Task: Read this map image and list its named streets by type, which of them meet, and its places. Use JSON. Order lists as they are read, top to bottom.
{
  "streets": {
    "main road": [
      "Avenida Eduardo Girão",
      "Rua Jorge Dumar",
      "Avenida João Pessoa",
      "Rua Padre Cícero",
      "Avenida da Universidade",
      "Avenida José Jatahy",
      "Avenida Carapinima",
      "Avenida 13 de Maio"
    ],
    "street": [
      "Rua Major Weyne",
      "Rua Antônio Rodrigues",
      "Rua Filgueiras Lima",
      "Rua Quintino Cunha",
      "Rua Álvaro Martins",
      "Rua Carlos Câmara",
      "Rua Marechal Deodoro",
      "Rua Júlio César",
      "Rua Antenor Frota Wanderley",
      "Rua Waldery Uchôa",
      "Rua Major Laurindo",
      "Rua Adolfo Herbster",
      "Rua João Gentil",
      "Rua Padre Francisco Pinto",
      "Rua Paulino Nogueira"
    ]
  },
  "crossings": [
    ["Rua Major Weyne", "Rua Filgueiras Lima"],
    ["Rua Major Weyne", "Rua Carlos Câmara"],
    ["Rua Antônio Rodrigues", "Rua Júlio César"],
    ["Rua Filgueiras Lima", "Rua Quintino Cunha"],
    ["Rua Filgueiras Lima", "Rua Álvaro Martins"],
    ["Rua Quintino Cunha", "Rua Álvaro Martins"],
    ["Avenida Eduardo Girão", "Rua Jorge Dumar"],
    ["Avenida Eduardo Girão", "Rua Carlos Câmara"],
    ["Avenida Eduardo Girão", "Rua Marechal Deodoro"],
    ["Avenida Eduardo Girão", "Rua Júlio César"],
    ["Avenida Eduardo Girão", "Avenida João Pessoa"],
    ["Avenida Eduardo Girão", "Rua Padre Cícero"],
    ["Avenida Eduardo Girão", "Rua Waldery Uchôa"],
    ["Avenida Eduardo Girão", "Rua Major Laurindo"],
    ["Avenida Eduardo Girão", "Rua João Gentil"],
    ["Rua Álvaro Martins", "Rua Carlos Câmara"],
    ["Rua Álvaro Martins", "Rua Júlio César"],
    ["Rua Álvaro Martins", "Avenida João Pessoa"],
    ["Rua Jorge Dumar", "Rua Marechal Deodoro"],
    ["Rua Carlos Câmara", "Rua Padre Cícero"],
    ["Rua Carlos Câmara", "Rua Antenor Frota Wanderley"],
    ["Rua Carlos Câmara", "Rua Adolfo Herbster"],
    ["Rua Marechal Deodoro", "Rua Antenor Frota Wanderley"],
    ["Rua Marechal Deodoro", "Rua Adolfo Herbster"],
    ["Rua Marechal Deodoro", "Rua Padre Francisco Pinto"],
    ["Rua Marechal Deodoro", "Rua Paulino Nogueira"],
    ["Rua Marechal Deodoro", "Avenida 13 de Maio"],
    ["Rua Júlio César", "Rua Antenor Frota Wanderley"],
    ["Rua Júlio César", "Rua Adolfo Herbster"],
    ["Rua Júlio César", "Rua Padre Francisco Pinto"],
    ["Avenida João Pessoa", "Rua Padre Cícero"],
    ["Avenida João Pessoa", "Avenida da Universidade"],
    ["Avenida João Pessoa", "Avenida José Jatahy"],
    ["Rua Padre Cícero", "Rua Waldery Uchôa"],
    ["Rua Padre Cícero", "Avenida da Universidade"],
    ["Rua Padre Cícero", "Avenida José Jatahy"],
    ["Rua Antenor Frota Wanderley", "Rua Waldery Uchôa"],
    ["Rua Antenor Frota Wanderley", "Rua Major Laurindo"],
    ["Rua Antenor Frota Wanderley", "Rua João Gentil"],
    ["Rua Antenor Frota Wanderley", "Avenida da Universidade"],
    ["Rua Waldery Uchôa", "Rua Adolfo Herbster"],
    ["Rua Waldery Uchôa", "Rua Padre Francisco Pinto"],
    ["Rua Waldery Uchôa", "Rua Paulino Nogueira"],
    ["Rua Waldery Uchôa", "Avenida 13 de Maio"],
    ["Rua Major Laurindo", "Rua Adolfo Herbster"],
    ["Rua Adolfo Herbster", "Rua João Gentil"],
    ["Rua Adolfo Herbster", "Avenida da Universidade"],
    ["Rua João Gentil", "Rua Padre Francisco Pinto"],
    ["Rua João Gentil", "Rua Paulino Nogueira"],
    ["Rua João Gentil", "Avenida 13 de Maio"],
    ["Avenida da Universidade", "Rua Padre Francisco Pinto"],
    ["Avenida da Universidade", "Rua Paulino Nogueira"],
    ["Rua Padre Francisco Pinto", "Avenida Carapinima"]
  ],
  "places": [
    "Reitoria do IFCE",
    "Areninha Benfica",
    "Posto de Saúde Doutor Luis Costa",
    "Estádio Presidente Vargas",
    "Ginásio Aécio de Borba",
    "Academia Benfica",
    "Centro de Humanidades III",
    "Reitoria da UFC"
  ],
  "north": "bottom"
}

Aim of the exercise: Write out the entire listing above once more. Keep it exact.

Response to the exercise:
Task: Read this map image and list its named streets by type, which of them meet, and its places. Use JSON. Order lists as they are read, top to bottom.
{
  "streets": {
    "main road": [
      "Avenida Eduardo Girão",
      "Rua Jorge Dumar",
      "Avenida João Pessoa",
      "Rua Padre Cícero",
      "Avenida da Universidade",
      "Avenida José Jatahy",
      "Avenida Carapinima",
      "Avenida 13 de Maio"
    ],
    "street": [
      "Rua Major Weyne",
      "Rua Antônio Rodrigues",
      "Rua Filgueiras Lima",
      "Rua Quintino Cunha",
      "Rua Álvaro Martins",
      "Rua Carlos Câmara",
      "Rua Marechal Deodoro",
      "Rua Júlio César",
      "Rua Antenor Frota Wanderley",
      "Rua Waldery Uchôa",
      "Rua Major Laurindo",
      "Rua Adolfo Herbster",
      "Rua João Gentil",
      "Rua Padre Francisco Pinto",
      "Rua Paulino Nogueira"
    ]
  },
  "crossings": [
    ["Rua Major Weyne", "Rua Filgueiras Lima"],
    ["Rua Major Weyne", "Rua Carlos Câmara"],
    ["Rua Antônio Rodrigues", "Rua Júlio César"],
    ["Rua Filgueiras Lima", "Rua Quintino Cunha"],
    ["Rua Filgueiras Lima", "Rua Álvaro Martins"],
    ["Rua Quintino Cunha", "Rua Álvaro Martins"],
    ["Avenida Eduardo Girão", "Rua Jorge Dumar"],
    ["Avenida Eduardo Girão", "Rua Carlos Câmara"],
    ["Avenida Eduardo Girão", "Rua Marechal Deodoro"],
    ["Avenida Eduardo Girão", "Rua Júlio César"],
    ["Avenida Eduardo Girão", "Avenida João Pessoa"],
    ["Avenida Eduardo Girão", "Rua Padre Cícero"],
    ["Avenida Eduardo Girão", "Rua Waldery Uchôa"],
    ["Avenida Eduardo Girão", "Rua Major Laurindo"],
    ["Avenida Eduardo Girão", "Rua João Gentil"],
    ["Rua Álvaro Martins", "Rua Carlos Câmara"],
    ["Rua Álvaro Martins", "Rua Júlio César"],
    ["Rua Álvaro Martins", "Avenida João Pessoa"],
    ["Rua Jorge Dumar", "Rua Marechal Deodoro"],
    ["Rua Carlos Câmara", "Rua Padre Cícero"],
    ["Rua Carlos Câmara", "Rua Antenor Frota Wanderley"],
    ["Rua Carlos Câmara", "Rua Adolfo Herbster"],
    ["Rua Marechal Deodoro", "Rua Antenor Frota Wanderley"],
    ["Rua Marechal Deodoro", "Rua Adolfo Herbster"],
    ["Rua Marechal Deodoro", "Rua Padre Francisco Pinto"],
    ["Rua Marechal Deodoro", "Rua Paulino Nogueira"],
    ["Rua Marechal Deodoro", "Avenida 13 de Maio"],
    ["Rua Júlio César", "Rua Antenor Frota Wanderley"],
    ["Rua Júlio César", "Rua Adolfo Herbster"],
    ["Rua Júlio César", "Rua Padre Francisco Pinto"],
    ["Avenida João Pessoa", "Rua Padre Cícero"],
    ["Avenida João Pessoa", "Avenida da Universidade"],
    ["Avenida João Pessoa", "Avenida José Jatahy"],
    ["Rua Padre Cícero", "Rua Waldery Uchôa"],
    ["Rua Padre Cícero", "Avenida da Universidade"],
    ["Rua Padre Cícero", "Avenida José Jatahy"],
    ["Rua Antenor Frota Wanderley", "Rua Waldery Uchôa"],
    ["Rua Antenor Frota Wanderley", "Rua Major Laurindo"],
    ["Rua Antenor Frota Wanderley", "Rua João Gentil"],
    ["Rua Antenor Frota Wanderley", "Avenida da Universidade"],
    ["Rua Waldery Uchôa", "Rua Adolfo Herbster"],
    ["Rua Waldery Uchôa", "Rua Padre Francisco Pinto"],
    ["Rua Waldery Uchôa", "Rua Paulino Nogueira"],
    ["Rua Waldery Uchôa", "Avenida 13 de Maio"],
    ["Rua Major Laurindo", "Rua Adolfo Herbster"],
    ["Rua Adolfo Herbster", "Rua João Gentil"],
    ["Rua Adolfo Herbster", "Avenida da Universidade"],
    ["Rua João Gentil", "Rua Padre Francisco Pinto"],
    ["Rua João Gentil", "Rua Paulino Nogueira"],
    ["Rua João Gentil", "Avenida 13 de Maio"],
    ["Avenida da Universidade", "Rua Padre Francisco Pinto"],
    ["Avenida da Universidade", "Rua Paulino Nogueira"],
    ["Rua Padre Francisco Pinto", "Avenida Carapinima"]
  ],
  "places": [
    "Reitoria do IFCE",
    "Areninha Benfica",
    "Posto de Saúde Doutor Luis Costa",
    "Estádio Presidente Vargas",
    "Ginásio Aécio de Borba",
    "Academia Benfica",
    "Centro de Humanidades III",
    "Reitoria da UFC"
  ],
  "north": "bottom"
}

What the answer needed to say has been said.